1. We continuously recorded systemic and renal haemodynamic changes, and arterial, renal venous and urinary concentrations of thromboxane B2, 6-keto-prostaglandin F1α and prostaglandin E2, and determined their relationship to renal function in an ovine model of progressive hyperdynamic sepsis.
2. Nine chronically instrumented unanaesthetized sheep were given a continuous intravenous infusion of Escherichia coli endotoxin (20 ng min−1 kg−1) for 3 days.
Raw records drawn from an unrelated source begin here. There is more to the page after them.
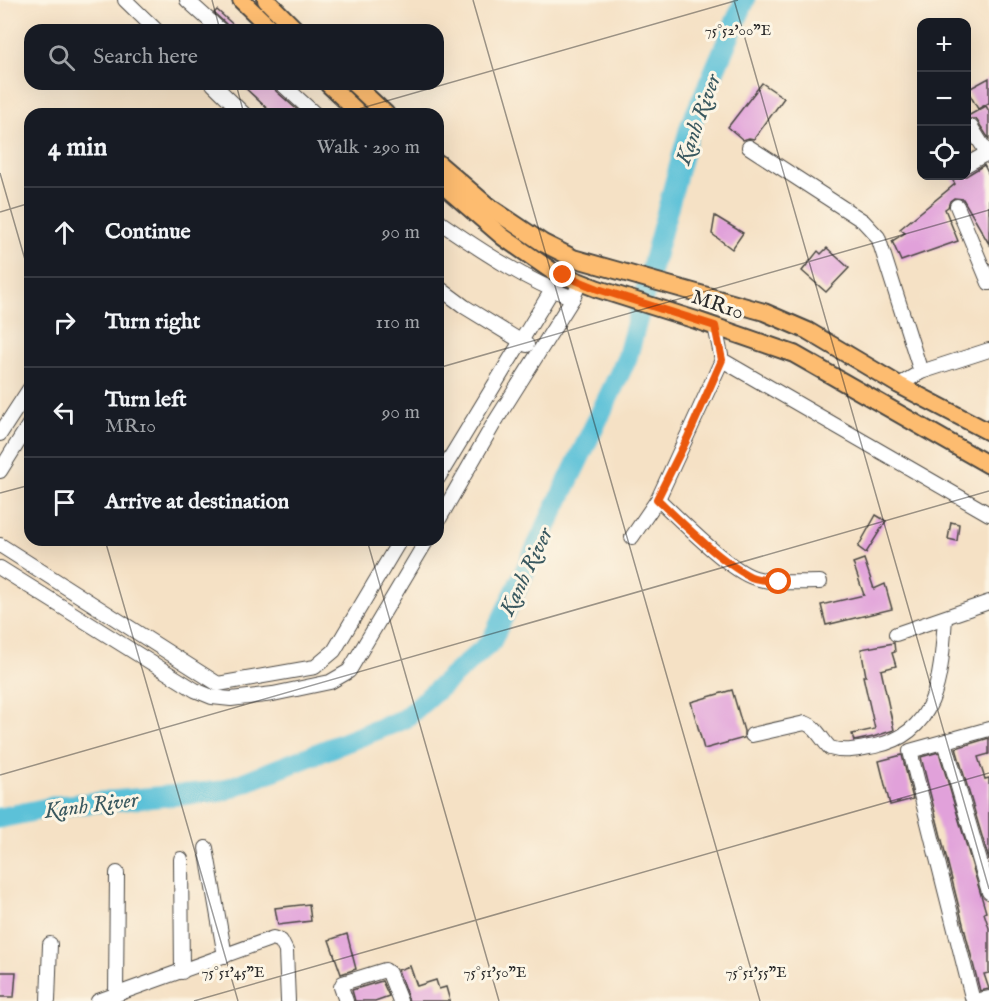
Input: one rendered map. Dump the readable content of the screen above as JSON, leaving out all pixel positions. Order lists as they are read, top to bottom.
{
  "streets": {
    "main road": ["MR10"]
  },
  "water": ["Kanh River"],
  "page": {
    "map_buttons": ["+", "−"],
    "search": "Search here",
    "heading": ["4 min", "Walk · 290 m"],
    "list": [
      ["Continue", "90 m"],
      ["Turn right", "110 m"],
      ["Turn left", "MR10", "90 m"],
      "Arrive at destination"
    ]
  },
  "coordinates": [
    "75°52'00\"E",
    "75°51'45\"E",
    "75°51'50\"E",
    "75°51'55\"E"
  ]
}
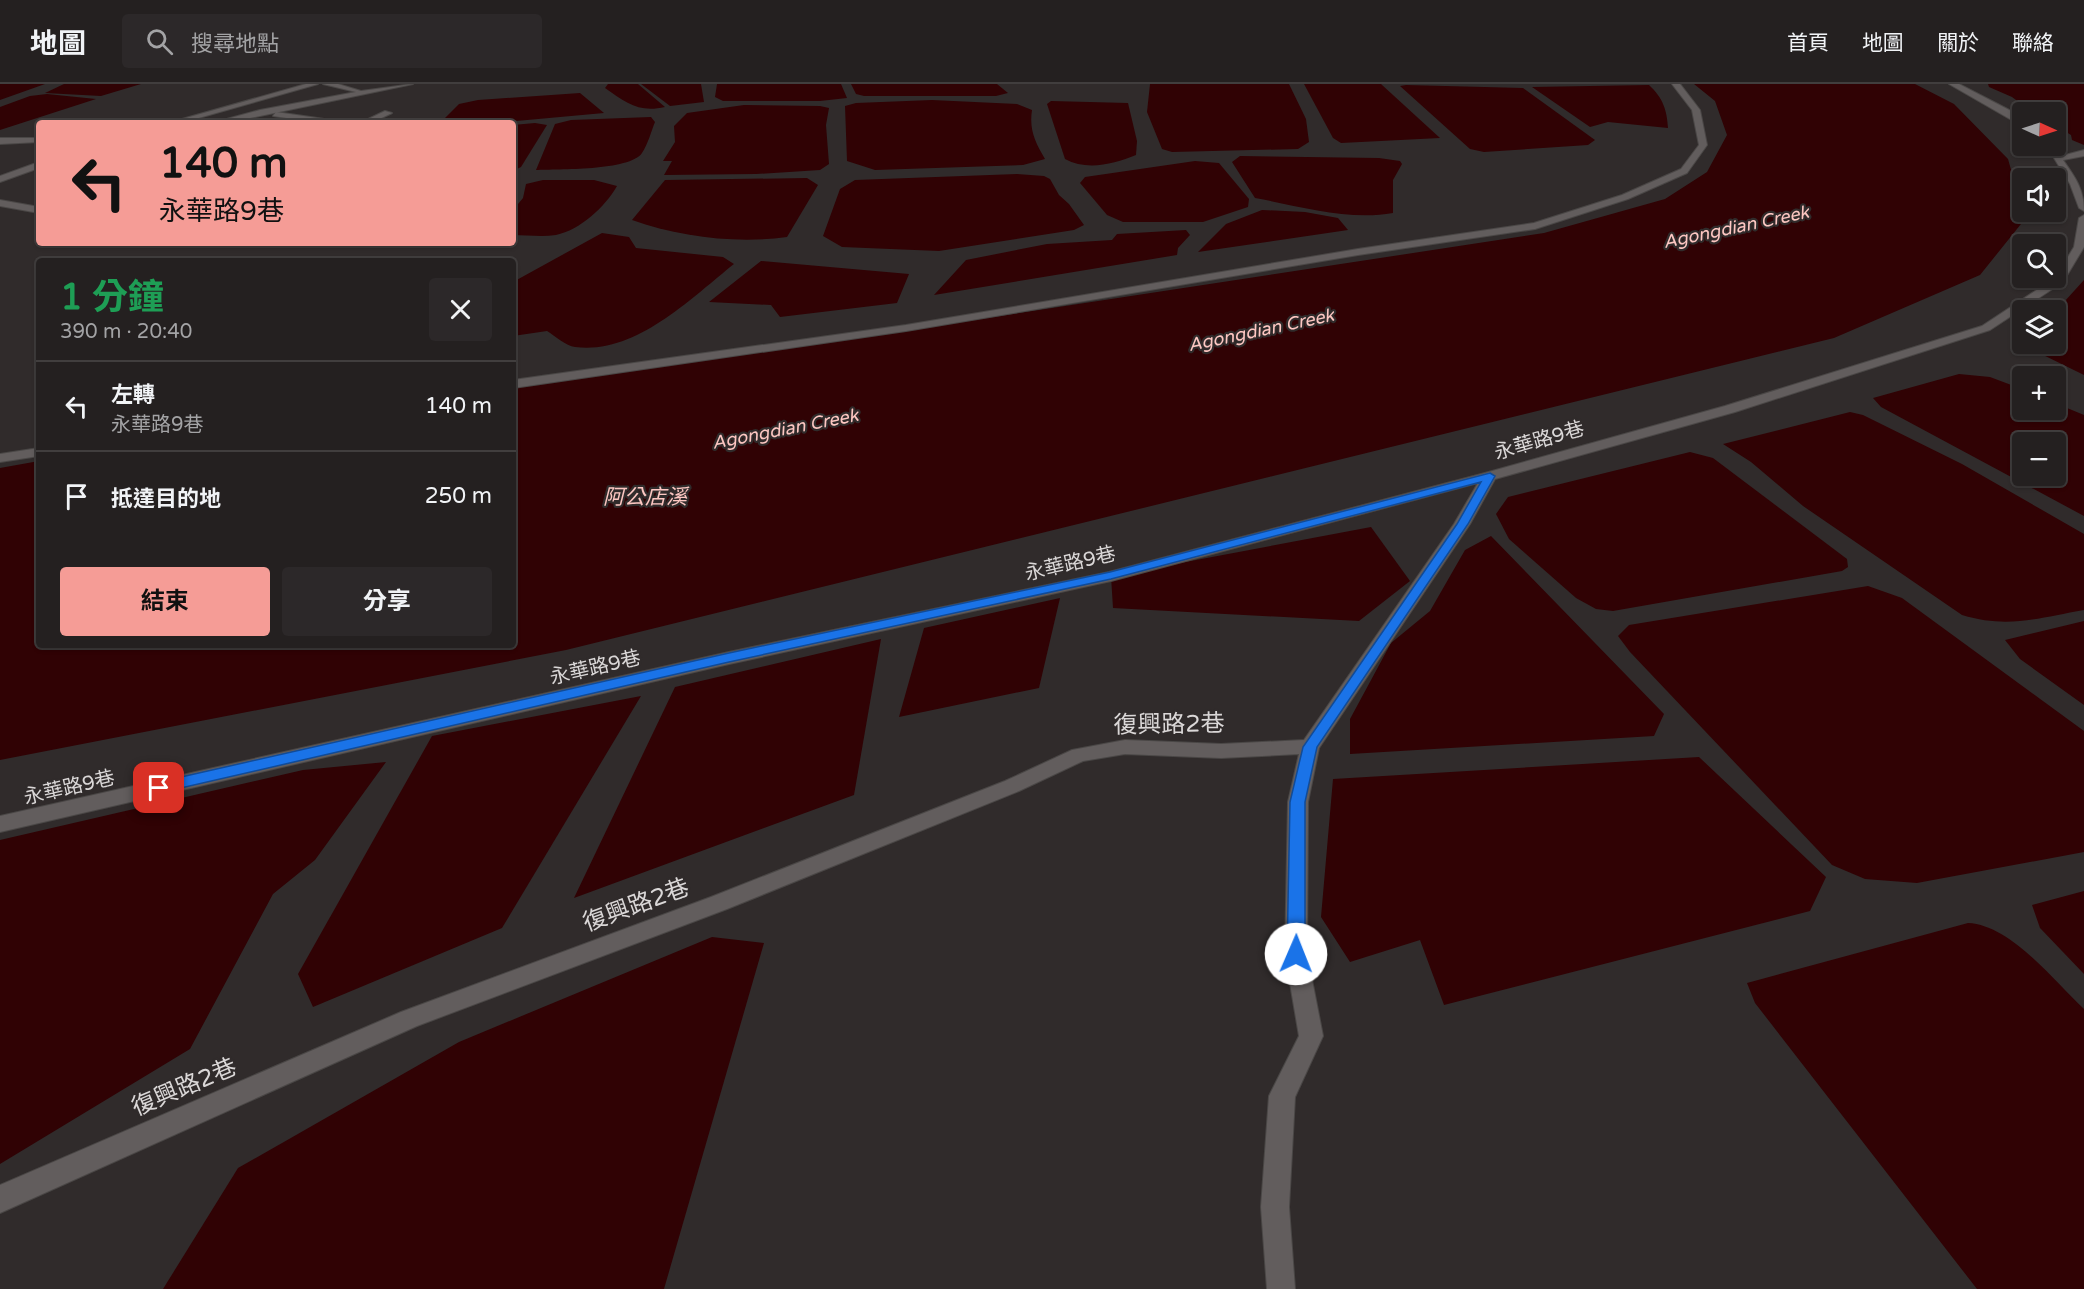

3. Within the first 12 h of infusion, endotoxin induced a major hypotensive septic syndrome, including a persistent 30% reduction in mean arterial pressure, a 50% decrease in systemic vascular resistance and a 50% increase in mean pulmonary artery pressure, associated with severe lactacidaemia.
4. Renal blood flow decreased by 40%, and creatinine clearance, urine flow, and fractional sodium excretion decreased by more than 75%, of baseline values. After 12 h of endotoxin infusion, cardiac output increased two-fold and renal blood flow recovered to baseline values, whereas creatinine clearance remained depressed. Four sheep died between 13 and 22 h of endotoxaemia; these animals (allocated to group 1) presented a significantly and persistently more reduced renal blood flow (−23%) and creatinine clearance (−77%) after 4 h than the remaining five sheep (allocated to group 2), which survived more than 36 h (−16% and −21%, respectively), whereas systemic and pulmonary haemodynamic and gas exchange data remained similar in both groups.
5. The more pronounced decreases in renal blood flow, creatinine clearance and urine flow in group 1 were associated with higher plasma renin activity and plasma 6-keto-prostaglandin F1α concentrations and a lower fractional urinary excretion of 6-keto-prostaglandin F1α than in group 2, whereas plasma thromboxane B2 concentrations were similarly increased in both groups. Plasma prostaglandin E2 concentrations and urinary excretion were not notably affected by endotoxin infusion in either group.
6. Our results are not in favour of a significant renal production of any of these three prostanoids during endotoxaemia. In both groups, values of creatinine clearance were linearly correlated with simultaneous mean arterial pressure values after starting endotoxin infusion (group 1: creatinine clearance = 1.99 × mean arterial pressure −105, r = 0.95; group 2: creatinine clearance = 2.06 × mean arterial pressure −104, r = 0.80).
7. These findings indicate that during continuous endotoxin administration in sheep (1) the renal haemodynamic and functional responses are biphasic, (2) severe impairment of renal function is associated with elevated plasma renin activity and 6-keto-prostaglandin F1α plasma concentrations and with early fatality, and (3) renal filtration capacity directly depends on renal perfusion pressure, suggesting a loss of renal filtration autoregulation during endotoxaemia.